Task statement:
In the listing below, how many lines contain the word "turn"? Answer with the number alone.
==================================================
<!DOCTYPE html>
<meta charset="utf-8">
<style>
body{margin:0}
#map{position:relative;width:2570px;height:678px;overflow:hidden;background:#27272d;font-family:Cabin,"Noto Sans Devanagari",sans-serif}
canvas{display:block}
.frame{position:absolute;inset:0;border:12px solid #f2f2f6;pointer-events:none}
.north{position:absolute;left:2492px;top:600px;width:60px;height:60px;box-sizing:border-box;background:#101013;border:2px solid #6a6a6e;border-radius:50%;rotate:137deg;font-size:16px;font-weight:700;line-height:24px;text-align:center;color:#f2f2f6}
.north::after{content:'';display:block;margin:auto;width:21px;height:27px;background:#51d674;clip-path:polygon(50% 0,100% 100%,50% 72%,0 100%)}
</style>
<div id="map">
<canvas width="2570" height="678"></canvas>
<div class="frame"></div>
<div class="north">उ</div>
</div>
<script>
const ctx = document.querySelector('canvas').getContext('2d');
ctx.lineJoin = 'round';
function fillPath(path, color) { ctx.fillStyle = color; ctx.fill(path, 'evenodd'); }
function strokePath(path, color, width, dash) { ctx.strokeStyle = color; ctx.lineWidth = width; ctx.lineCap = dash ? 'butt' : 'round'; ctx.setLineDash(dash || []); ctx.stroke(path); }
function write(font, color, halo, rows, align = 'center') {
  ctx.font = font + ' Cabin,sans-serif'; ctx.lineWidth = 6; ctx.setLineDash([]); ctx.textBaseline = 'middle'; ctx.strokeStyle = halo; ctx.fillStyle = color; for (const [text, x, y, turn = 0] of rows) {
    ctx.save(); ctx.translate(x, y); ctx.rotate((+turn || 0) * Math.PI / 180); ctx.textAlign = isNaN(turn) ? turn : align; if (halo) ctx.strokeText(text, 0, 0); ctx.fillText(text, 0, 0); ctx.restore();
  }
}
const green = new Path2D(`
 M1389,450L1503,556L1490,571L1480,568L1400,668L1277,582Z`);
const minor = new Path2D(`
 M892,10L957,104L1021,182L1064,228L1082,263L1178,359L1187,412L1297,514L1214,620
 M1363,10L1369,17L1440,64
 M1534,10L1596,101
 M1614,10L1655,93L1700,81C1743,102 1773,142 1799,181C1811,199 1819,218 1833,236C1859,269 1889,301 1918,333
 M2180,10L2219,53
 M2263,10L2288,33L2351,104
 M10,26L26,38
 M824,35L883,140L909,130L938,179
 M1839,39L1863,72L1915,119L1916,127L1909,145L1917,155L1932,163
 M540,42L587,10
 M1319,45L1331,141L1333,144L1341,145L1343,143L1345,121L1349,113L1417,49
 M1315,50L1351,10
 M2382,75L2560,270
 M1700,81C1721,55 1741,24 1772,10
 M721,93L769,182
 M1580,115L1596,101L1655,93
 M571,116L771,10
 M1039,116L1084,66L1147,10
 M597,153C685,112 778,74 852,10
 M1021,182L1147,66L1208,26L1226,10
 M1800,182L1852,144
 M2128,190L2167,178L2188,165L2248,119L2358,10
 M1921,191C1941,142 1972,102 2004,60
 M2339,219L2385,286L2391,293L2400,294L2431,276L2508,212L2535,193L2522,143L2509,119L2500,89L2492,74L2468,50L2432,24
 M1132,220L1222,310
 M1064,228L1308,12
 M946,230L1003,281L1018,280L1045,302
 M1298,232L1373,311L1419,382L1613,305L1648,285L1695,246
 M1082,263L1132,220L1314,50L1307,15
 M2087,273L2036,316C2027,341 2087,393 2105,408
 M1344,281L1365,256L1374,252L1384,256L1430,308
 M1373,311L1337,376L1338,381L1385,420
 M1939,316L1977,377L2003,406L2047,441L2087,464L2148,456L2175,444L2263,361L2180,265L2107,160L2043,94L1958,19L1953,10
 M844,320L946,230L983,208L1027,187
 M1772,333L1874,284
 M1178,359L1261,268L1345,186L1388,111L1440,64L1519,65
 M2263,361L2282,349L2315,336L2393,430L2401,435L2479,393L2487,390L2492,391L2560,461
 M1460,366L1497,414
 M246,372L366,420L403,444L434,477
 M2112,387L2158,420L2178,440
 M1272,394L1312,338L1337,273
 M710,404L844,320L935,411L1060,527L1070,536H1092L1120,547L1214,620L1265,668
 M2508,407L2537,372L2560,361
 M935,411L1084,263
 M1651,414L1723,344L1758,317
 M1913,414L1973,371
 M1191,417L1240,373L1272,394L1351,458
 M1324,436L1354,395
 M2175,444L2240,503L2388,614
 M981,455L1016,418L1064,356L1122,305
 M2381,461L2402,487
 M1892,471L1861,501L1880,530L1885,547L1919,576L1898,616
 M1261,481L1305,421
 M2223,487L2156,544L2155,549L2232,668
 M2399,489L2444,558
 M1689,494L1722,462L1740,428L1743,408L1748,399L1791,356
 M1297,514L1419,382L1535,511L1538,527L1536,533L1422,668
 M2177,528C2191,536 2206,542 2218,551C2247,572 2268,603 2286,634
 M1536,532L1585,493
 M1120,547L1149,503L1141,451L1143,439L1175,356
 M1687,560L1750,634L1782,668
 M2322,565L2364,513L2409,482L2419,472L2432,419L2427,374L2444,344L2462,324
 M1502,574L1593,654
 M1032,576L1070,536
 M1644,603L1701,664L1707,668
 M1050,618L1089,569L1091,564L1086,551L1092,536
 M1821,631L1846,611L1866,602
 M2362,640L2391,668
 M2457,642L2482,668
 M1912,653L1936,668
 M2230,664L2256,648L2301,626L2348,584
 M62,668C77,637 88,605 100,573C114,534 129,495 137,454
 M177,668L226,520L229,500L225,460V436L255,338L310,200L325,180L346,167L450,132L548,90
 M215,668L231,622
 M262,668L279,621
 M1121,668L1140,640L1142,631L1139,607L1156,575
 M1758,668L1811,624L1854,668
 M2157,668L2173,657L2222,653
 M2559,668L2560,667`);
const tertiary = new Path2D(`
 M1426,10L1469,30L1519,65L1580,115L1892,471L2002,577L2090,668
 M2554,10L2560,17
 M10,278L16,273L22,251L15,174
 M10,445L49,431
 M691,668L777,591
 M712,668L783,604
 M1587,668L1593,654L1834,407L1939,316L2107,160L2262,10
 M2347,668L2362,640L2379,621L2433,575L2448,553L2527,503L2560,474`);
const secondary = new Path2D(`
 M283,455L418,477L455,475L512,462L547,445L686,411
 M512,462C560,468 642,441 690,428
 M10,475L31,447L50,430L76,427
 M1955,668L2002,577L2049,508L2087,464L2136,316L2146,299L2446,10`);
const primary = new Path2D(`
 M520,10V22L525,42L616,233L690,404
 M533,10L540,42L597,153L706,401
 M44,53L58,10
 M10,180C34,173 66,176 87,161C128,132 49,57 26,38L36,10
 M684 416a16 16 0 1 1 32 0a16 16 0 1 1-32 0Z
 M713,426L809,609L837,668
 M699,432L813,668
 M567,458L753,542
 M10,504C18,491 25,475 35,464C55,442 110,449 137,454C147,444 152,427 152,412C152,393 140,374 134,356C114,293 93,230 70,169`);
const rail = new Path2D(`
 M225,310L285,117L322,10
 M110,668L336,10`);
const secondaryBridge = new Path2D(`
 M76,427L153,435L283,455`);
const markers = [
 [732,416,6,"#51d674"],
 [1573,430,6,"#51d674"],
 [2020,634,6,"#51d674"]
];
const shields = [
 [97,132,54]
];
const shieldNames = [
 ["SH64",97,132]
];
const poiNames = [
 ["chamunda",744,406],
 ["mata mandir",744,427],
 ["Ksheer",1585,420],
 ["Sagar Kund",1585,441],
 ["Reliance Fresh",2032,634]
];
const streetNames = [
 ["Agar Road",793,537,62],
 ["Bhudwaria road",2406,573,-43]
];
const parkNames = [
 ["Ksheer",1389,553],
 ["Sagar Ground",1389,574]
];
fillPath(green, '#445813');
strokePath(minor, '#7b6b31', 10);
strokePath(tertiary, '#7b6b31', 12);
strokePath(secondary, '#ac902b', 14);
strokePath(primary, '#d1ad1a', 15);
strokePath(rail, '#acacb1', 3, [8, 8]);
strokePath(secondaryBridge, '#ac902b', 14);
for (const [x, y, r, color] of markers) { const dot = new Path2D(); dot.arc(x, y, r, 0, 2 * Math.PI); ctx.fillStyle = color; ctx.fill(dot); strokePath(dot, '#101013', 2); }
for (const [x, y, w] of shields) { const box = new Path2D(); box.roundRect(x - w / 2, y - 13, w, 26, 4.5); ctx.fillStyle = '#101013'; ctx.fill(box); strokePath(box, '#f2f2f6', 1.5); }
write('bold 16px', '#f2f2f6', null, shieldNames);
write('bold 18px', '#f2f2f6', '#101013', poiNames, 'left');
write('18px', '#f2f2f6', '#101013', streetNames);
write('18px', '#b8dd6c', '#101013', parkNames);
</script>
==================================================
Expected answer:
2